Cursive writing seems to be becoming a lost art. Does that matter?
We used to call it script, rather than cursive. In printed form, it’s known as italic. Either way, is this fancier form of writing important? Does formal handwriting matter to one’s career?
“Write it again until you write it right.”
I can still remember my fourth grade teacher harping on pupils to practice penmanship. She’d hand out sheets of lined newsprint paper and call out words for us to write in cursive.
I shudder to think of how many trees were felled, as my classmates and I gripped #2 pencils and struggled to make perfectly rounded cursive letters. Eventually, as we mastered the art of penmanship, we went on to practice with ball-point pens. That lesson plan has been all but dropped across the board.

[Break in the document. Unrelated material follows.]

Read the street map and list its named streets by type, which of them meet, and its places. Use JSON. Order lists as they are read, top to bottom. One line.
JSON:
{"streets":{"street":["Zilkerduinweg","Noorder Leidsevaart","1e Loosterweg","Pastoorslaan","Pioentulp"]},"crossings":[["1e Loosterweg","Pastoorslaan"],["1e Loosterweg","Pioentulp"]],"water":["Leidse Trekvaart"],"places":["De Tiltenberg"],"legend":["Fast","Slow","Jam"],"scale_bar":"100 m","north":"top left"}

In fact, handwriting has mostly vanished, as people tap out texts, zip off online messages, and type email missives. Plenty of financial, legal, and other official documents even offer online electronic signature capabilities.

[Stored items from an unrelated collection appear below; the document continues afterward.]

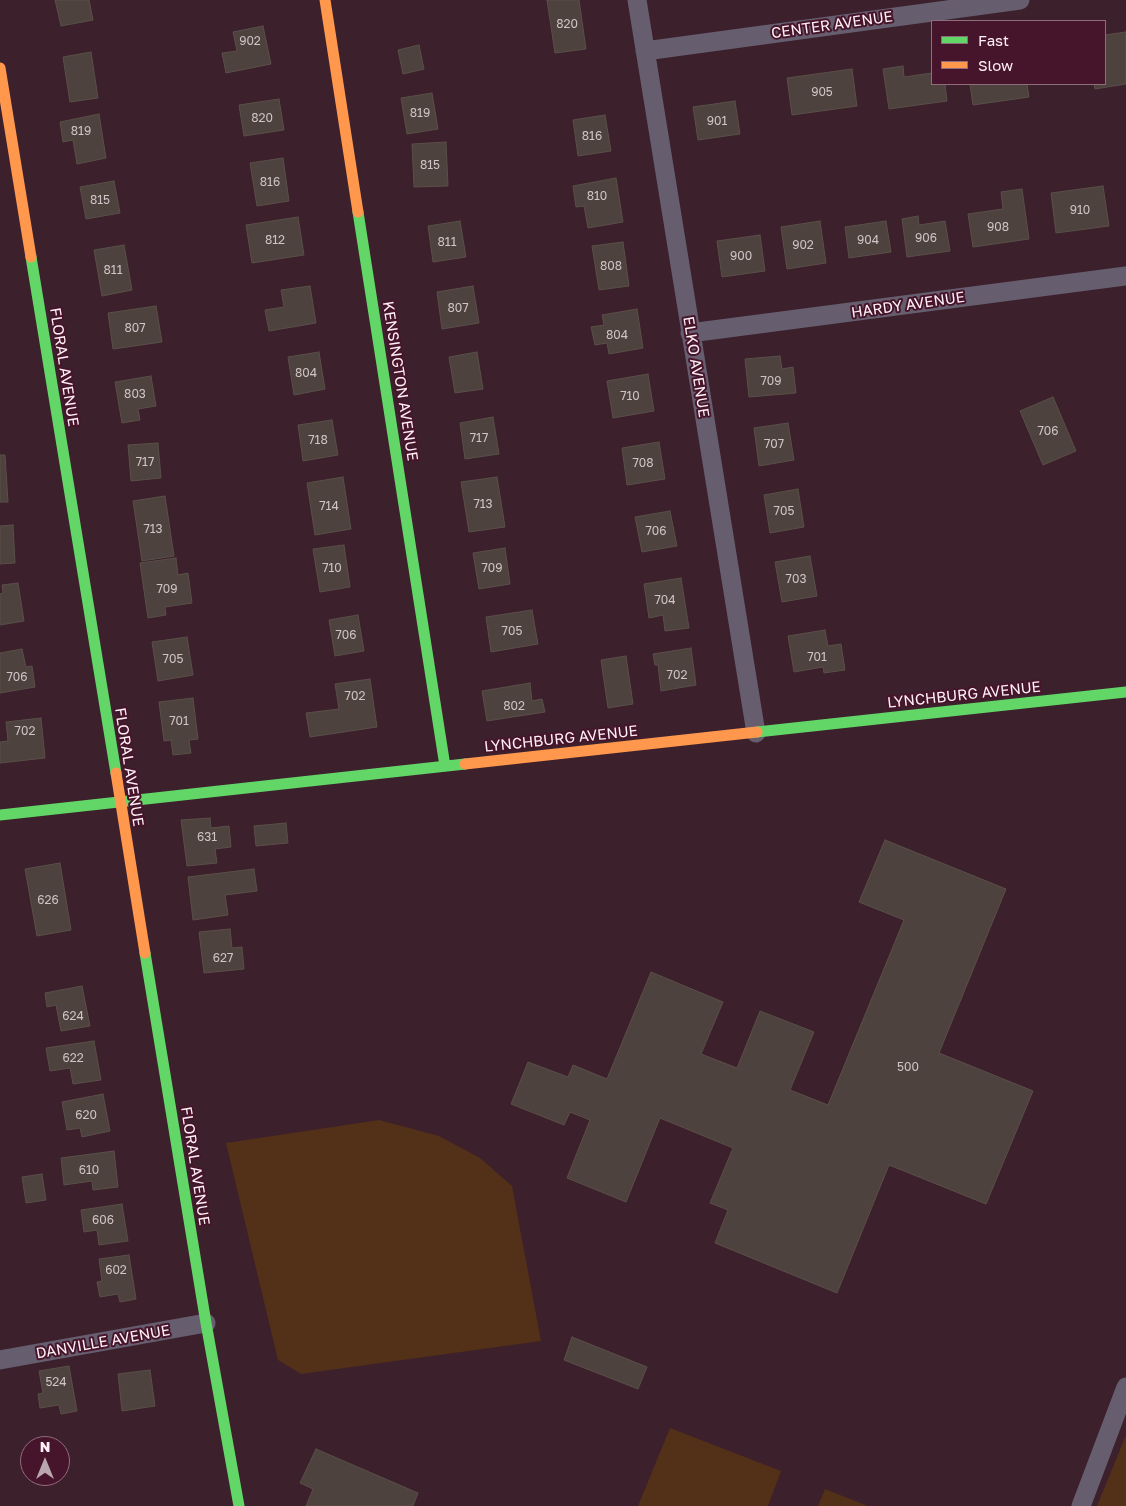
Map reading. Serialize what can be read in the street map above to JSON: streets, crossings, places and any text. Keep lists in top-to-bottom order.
{
  "streets": {
    "street": [
      "CENTER AVENUE",
      "HARDY AVENUE",
      "FLORAL AVENUE",
      "ELKO AVENUE",
      "KENSINGTON AVENUE",
      "LYNCHBURG AVENUE",
      "DANVILLE AVENUE"
    ]
  },
  "crossings": [
    ["CENTER AVENUE", "ELKO AVENUE"],
    ["HARDY AVENUE", "ELKO AVENUE"],
    ["FLORAL AVENUE", "LYNCHBURG AVENUE"],
    ["FLORAL AVENUE", "DANVILLE AVENUE"],
    ["ELKO AVENUE", "LYNCHBURG AVENUE"],
    ["KENSINGTON AVENUE", "LYNCHBURG AVENUE"]
  ],
  "house_numbers": [
    "820",
    "902",
    "905",
    "819",
    "820",
    "901",
    "819",
    "816",
    "815",
    "816",
    "810",
    "815",
    "910",
    "908",
    "906",
    "812",
    "904",
    "811",
    "902",
    "900",
    "808",
    "811",
    "807",
    "807",
    "804",
    "804",
    "709",
    "803",
    "710",
    "706",
    "717",
    "718",
    "707",
    "717",
    "708",
    "713",
    "714",
    "705",
    "713",
    "706",
    "710",
    "709",
    "703",
    "709",
    "704",
    "705",
    "706",
    "701",
    "705",
    "702",
    "706",
    "702",
    "802",
    "701",
    "702",
    "631",
    "626",
    "627",
    "624",
    "622",
    "500",
    "620",
    "610",
    "606",
    "602",
    "524"
  ],
  "legend": ["Fast", "Slow"],
  "north": "top"
}
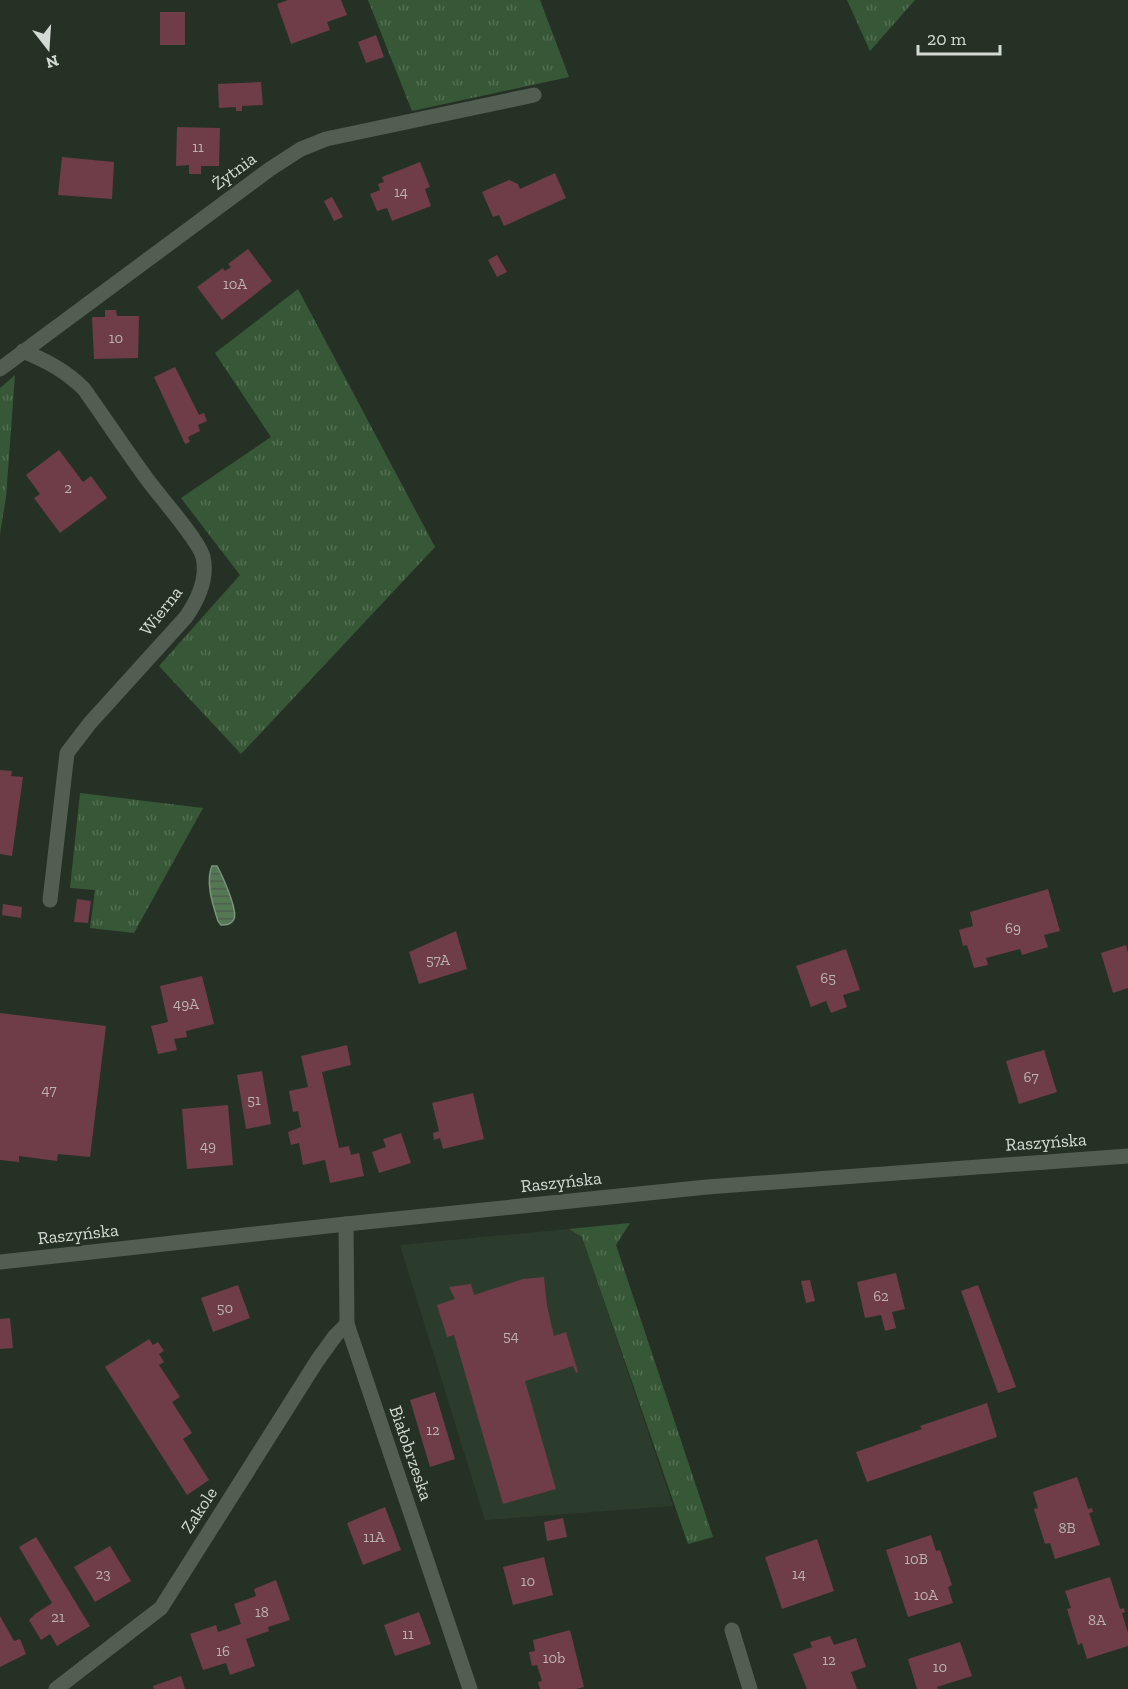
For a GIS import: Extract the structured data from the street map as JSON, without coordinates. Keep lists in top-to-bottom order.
{
  "streets": {
    "street": [
      "Żytnia",
      "Wierna",
      "Raszyńska",
      "Białobrzeska",
      "Zakole"
    ]
  },
  "crossings": [
    ["Żytnia", "Wierna"],
    ["Raszyńska", "Białobrzeska"],
    ["Białobrzeska", "Zakole"]
  ],
  "house_numbers": [
    "11",
    "14",
    "10A",
    "10",
    "2",
    "69",
    "57A",
    "65",
    "49A",
    "67",
    "47",
    "51",
    "49",
    "62",
    "50",
    "54",
    "12",
    "8B",
    "11A",
    "10B",
    "23",
    "14",
    "10",
    "10A",
    "18",
    "21",
    "8A",
    "11",
    "16",
    "10b",
    "12",
    "10"
  ],
  "scale_bar": "20 m",
  "north": "bottom"
}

Does anyone hand-write anything anymore?
Is this a script for disaster?
Does cursive writing matter? Clearly, it does.
Consider the few items we actually sign by hand these days: credit card transactions, personal checks, job applications, and business letters. We pick up pens to sign our driving licenses, tax returns, home mortgages, car loans, title transfers, and other critical documents. It seems that a personal, unique, and identifiable signature is somewhat important under such circumstances.
Printed letters are simpler to forge.
Recently, while standing in line at the Department of Motor Vehicles facility, I was shocked to overhear a teenager complaining that he didn’t know how to sign his name in cursive.
“Can’t I just print it?” he asked the clerk behind the counter.
No matter what career field a person might choose, the ability to pen a professional signature seems essential. An autograph need not be neat and tidy (or even legible), but it must still be signed. Can you imagine completing and submitting a job application without a signature at the end?
Perhaps it’s too soon to scratch cursive writing off the script, after all.